## Data extract

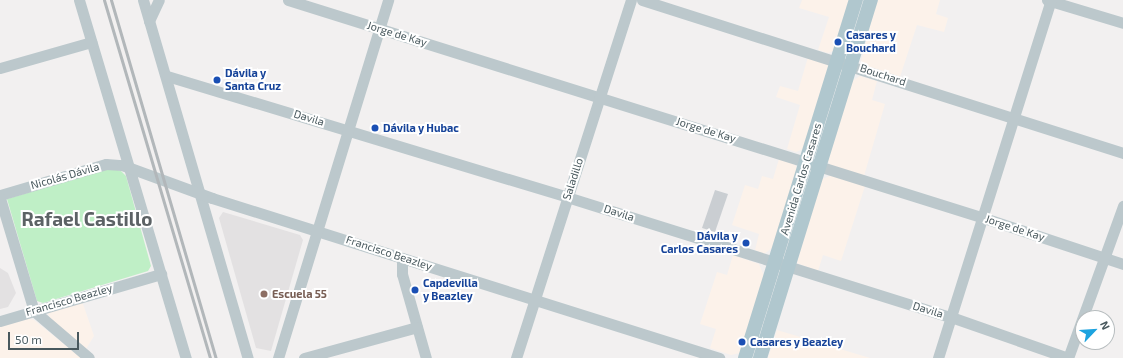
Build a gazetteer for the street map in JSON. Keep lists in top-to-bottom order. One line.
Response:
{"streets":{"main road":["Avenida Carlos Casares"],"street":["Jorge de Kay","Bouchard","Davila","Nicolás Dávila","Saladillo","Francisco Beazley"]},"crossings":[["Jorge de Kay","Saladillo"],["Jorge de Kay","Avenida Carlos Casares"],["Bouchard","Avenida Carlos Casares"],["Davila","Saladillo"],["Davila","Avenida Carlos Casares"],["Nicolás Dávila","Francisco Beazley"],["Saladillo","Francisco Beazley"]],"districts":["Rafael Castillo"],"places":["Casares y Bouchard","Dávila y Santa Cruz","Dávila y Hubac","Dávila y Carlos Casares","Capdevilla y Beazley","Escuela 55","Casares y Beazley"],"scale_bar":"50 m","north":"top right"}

## What is expected
Return the full material word for word. Do not include the pictures.

## Solution to this exercise
Build a gazetteer for the street map in JSON. Keep lists in top-to-bottom order. One line.
Response:
{"streets":{"main road":["Avenida Carlos Casares"],"street":["Jorge de Kay","Bouchard","Davila","Nicolás Dávila","Saladillo","Francisco Beazley"]},"crossings":[["Jorge de Kay","Saladillo"],["Jorge de Kay","Avenida Carlos Casares"],["Bouchard","Avenida Carlos Casares"],["Davila","Saladillo"],["Davila","Avenida Carlos Casares"],["Nicolás Dávila","Francisco Beazley"],["Saladillo","Francisco Beazley"]],"districts":["Rafael Castillo"],"places":["Casares y Bouchard","Dávila y Santa Cruz","Dávila y Hubac","Dávila y Carlos Casares","Capdevilla y Beazley","Escuela 55","Casares y Beazley"],"scale_bar":"50 m","north":"top right"}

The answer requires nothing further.